The Defense Advanced Research Projects Agency (DARPA) researches a lot of interesting stuff in the name of national security: extreme long-range missiles, drones, powered exoskeletons, even thought-controlled prosthetics.
Now it’s pouring money into Big Data.
Continuum Analytics, which offers a portfolio of Python-based data analytics tools, has announced a $3 million research grant via DARPA’s XDATA program, which researches computational techniques and open-source tools for analyzing data. The money will be used to develop NumPy, SciPy and visualization techniques for massive datasets.
“XDATA is a cornerstone of the government’s Big Data initiative, and we are excited to be a part of bringing open-source tools to the defense industry,” Peter Wang, President at Continuum Analytics, wrote in a Feb. 5 statement. “The tools we develop through this project will give DARPA a solid foundation for continued innovation in the rapid analysis and visual exploration of massive, interconnected data from heterogeneous sources.”
As part of the project, Continuum Analytics will continue development of Blaze, the “next generation” of NumPy, a Python extension that supports massive, multidimensional arrays and matrices (it also comes with a variety of functions to actually operate on those arrays). The company will work to extend Blaze’s capabilities still further.
“The development of Blaze contributes to the first part of the XDATA research effort of creating a scalable analytics and data processing technology,” read a Feb. 4 posting on the Continuum Analytics blog. “Blaze will combine multi-dimensional arrays (familiar to scientists) and relational tables (familiar to business analysts) into a single multi-dimensional table structure using a global N-dimensional table.”
The company will also pour funds into Bokeh, a visualization system for large, multidimensional datasets with an adaptive user interface.
“The core of our visualization system is a hybrid scene graph/data flow graph that can represent the structure of the input data as well as the data transforms at a very low, renderer level,” read the blog. “Using Python, Bokeh will combine the Stencil visualization model for primitive glyphs and simple vector expressions with the easy-to-use, flexible multidimensional mapping of Leland Wilkinson’s Grammar of Graphics.”
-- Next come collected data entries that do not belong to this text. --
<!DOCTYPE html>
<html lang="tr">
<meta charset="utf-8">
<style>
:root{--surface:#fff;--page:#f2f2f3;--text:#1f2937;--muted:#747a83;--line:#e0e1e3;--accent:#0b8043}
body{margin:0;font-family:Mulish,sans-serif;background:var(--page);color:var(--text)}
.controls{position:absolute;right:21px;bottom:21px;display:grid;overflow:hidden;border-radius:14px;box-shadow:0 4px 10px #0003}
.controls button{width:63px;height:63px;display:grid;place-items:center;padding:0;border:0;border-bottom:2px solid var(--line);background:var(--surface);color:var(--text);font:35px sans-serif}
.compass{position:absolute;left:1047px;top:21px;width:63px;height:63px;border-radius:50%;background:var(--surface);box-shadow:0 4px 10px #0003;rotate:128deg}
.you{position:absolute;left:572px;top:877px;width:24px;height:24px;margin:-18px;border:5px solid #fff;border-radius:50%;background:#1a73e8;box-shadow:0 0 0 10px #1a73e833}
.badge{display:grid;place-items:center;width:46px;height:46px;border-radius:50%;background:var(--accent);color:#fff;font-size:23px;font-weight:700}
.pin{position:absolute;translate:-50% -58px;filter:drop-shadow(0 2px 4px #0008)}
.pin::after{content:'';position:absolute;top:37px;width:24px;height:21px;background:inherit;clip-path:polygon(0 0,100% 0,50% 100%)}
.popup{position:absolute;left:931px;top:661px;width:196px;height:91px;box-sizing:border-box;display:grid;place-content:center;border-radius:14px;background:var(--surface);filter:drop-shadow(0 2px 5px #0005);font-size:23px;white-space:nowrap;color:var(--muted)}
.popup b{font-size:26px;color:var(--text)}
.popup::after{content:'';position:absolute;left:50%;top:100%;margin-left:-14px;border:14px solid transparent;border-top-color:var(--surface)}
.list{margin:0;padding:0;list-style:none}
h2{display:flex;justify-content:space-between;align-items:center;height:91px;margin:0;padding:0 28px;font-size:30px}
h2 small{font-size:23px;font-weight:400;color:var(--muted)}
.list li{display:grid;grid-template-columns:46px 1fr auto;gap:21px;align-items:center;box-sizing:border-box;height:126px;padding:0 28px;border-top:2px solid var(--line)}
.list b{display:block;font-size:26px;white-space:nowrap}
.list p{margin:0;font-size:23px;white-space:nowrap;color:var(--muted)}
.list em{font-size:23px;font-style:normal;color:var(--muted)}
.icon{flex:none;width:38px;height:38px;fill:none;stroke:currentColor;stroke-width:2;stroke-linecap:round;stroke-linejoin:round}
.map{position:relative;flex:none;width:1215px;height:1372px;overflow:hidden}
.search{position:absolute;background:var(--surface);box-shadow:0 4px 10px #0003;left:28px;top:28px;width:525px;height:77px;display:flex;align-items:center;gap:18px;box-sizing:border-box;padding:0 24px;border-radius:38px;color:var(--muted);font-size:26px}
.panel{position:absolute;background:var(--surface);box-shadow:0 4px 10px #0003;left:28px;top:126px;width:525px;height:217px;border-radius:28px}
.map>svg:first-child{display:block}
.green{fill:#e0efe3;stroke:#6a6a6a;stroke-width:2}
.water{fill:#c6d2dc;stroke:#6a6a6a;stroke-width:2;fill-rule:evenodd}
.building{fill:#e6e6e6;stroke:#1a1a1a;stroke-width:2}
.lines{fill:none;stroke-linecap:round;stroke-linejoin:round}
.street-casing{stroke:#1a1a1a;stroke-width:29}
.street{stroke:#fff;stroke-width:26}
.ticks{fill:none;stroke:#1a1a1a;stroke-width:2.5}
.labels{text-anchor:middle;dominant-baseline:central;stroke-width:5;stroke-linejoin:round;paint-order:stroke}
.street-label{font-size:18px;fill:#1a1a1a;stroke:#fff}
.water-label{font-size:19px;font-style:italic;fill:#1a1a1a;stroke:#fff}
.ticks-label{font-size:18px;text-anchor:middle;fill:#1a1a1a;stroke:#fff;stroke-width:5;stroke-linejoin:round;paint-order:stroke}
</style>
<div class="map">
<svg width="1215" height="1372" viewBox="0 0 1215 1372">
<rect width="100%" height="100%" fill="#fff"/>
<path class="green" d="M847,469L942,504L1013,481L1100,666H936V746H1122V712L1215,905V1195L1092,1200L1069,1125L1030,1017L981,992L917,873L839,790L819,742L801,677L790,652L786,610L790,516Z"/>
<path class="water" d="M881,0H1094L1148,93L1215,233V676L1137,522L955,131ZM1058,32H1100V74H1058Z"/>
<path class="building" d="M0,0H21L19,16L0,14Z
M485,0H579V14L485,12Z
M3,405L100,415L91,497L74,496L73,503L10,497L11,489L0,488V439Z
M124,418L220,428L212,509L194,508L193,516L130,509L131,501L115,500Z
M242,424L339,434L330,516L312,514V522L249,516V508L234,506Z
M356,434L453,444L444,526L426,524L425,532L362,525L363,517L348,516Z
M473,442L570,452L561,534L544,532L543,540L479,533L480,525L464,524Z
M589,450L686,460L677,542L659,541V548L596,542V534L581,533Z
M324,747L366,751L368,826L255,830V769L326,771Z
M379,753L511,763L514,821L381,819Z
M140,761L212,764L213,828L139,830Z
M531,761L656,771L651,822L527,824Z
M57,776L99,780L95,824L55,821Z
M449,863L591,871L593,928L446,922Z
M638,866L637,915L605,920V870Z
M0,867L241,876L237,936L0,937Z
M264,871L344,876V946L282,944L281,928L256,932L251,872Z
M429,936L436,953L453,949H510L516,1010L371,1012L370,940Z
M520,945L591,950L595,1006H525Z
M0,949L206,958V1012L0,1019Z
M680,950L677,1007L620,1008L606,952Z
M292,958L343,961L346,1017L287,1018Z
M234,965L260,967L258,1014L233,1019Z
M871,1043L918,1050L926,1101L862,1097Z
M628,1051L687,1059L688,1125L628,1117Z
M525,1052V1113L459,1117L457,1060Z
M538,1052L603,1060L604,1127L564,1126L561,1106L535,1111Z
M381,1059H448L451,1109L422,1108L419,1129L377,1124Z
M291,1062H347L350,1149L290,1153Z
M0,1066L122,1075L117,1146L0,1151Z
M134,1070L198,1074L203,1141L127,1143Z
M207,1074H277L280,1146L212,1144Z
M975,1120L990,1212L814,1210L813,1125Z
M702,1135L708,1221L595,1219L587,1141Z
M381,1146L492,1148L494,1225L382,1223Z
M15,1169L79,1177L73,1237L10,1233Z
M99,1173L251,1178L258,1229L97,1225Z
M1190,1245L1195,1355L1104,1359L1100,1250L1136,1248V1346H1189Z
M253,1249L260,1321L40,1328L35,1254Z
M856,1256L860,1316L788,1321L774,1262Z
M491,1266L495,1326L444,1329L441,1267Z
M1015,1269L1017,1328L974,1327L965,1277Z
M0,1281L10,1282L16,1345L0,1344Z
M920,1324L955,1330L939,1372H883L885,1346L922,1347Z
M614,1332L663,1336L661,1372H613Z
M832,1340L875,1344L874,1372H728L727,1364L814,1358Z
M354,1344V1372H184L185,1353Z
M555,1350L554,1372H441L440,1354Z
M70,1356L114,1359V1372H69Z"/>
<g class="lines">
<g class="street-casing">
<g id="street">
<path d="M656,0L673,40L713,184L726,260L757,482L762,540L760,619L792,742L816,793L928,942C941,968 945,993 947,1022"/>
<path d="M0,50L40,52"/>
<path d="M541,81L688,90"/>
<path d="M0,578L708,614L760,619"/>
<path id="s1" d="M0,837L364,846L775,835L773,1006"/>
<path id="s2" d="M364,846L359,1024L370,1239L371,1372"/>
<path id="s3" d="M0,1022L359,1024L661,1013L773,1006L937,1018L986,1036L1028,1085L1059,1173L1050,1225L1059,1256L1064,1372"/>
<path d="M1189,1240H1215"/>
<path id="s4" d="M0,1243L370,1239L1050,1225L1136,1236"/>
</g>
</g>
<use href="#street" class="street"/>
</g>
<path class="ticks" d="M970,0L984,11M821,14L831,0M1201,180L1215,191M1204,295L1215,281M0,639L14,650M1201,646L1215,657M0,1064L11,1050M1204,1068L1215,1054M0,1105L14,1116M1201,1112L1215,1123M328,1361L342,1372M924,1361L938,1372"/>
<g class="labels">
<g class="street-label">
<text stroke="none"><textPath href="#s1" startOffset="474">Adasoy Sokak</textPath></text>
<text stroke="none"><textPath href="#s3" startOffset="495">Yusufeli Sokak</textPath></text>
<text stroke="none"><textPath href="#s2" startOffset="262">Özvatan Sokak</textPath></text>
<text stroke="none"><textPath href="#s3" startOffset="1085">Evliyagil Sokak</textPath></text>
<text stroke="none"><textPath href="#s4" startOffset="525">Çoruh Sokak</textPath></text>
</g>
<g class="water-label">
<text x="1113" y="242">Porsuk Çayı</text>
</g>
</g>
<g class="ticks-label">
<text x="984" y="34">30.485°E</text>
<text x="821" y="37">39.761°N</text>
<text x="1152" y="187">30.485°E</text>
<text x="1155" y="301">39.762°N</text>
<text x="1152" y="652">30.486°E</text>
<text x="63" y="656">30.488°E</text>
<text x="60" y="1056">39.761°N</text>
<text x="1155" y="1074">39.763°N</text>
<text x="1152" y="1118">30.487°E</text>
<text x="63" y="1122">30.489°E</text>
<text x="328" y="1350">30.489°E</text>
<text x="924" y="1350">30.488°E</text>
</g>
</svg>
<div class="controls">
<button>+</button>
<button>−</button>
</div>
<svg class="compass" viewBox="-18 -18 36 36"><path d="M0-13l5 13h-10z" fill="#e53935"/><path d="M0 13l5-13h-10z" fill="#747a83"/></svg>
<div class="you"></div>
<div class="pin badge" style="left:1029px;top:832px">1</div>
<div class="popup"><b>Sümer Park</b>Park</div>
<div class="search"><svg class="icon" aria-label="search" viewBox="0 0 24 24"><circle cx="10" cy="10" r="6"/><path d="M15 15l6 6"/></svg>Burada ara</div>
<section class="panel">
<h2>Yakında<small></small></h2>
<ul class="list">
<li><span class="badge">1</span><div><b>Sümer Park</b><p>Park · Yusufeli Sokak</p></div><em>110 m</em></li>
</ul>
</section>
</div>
The system will give end users the ability to write simple expressions “that map dimensions of the input dataset to panels and facets of the layout, while transforming values of the input dataset to aesthetic properties of the graphical geometry for each facet.”
While DARPA will obviously use the final results for defense applications, there’s a high probability that the work done on these projects could apply to businesses in some fashion.